Nothing but a verbatim copy of the data, minus the images, should be returned.

Records from a dataset:
--------
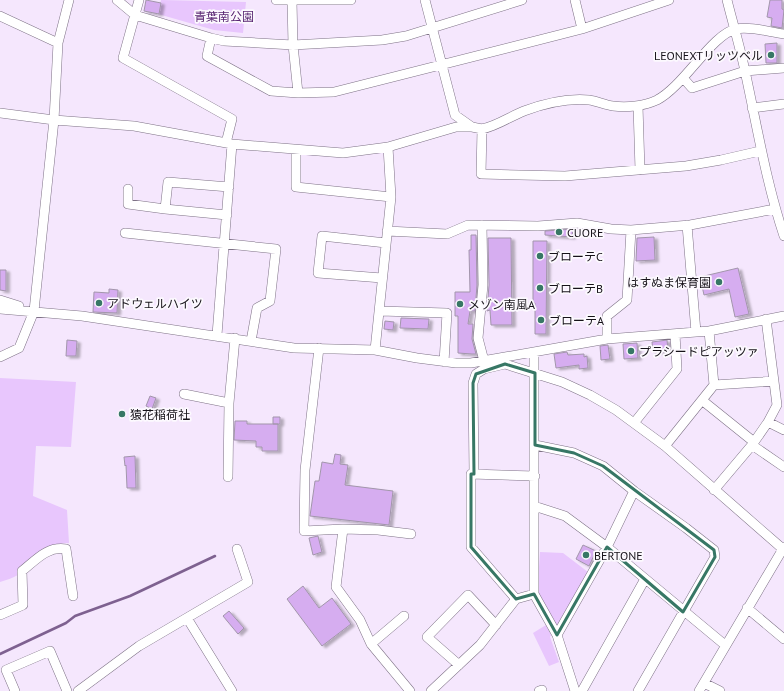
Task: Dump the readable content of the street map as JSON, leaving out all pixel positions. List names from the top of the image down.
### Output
{
  "parks": ["青葉南公園"],
  "places": [
    "LEONEXTリッツベル",
    "CUORE",
    "ブローテC",
    "はすぬま保育園",
    "ブローテB",
    "アドウェルハイツ",
    "メゾン南風A",
    "ブローテA",
    "プラシードピアッツァ",
    "猿花稲荷社",
    "BERTONE"
  ]
}
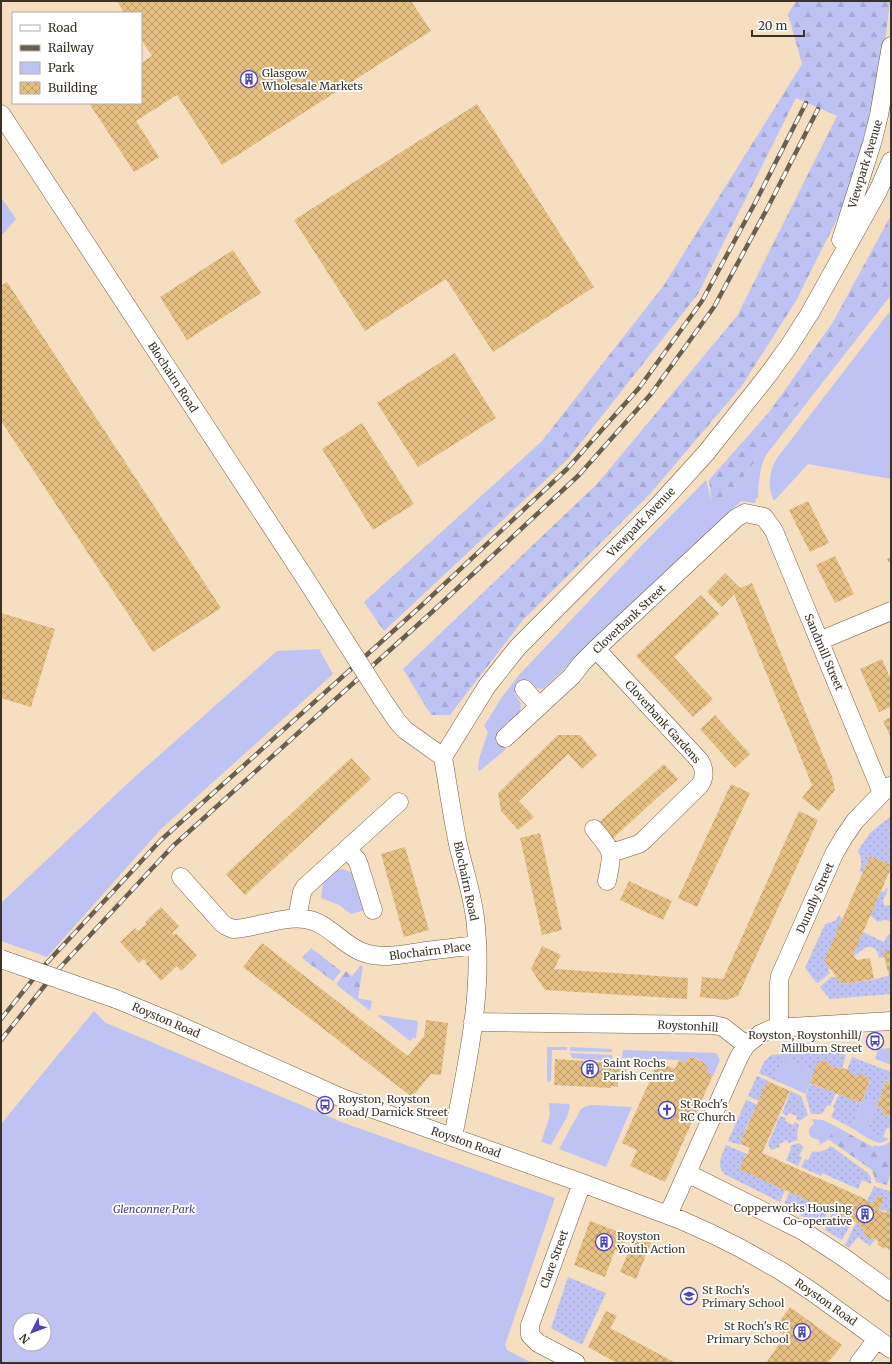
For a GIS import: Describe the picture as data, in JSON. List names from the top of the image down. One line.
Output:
--------
* Worked solution:
Task: Dump the readable content of the street map as JSON, leaving out all pixel positions. List names from the top of the image down.
### Output
{
  "parks": ["青葉南公園"],
  "places": [
    "LEONEXTリッツベル",
    "CUORE",
    "ブローテC",
    "はすぬま保育園",
    "ブローテB",
    "アドウェルハイツ",
    "メゾン南風A",
    "ブローテA",
    "プラシードピアッツァ",
    "猿花稲荷社",
    "BERTONE"
  ]
}
For a GIS import: Describe the picture as data, in JSON. List names from the top of the image down. One line.
Output:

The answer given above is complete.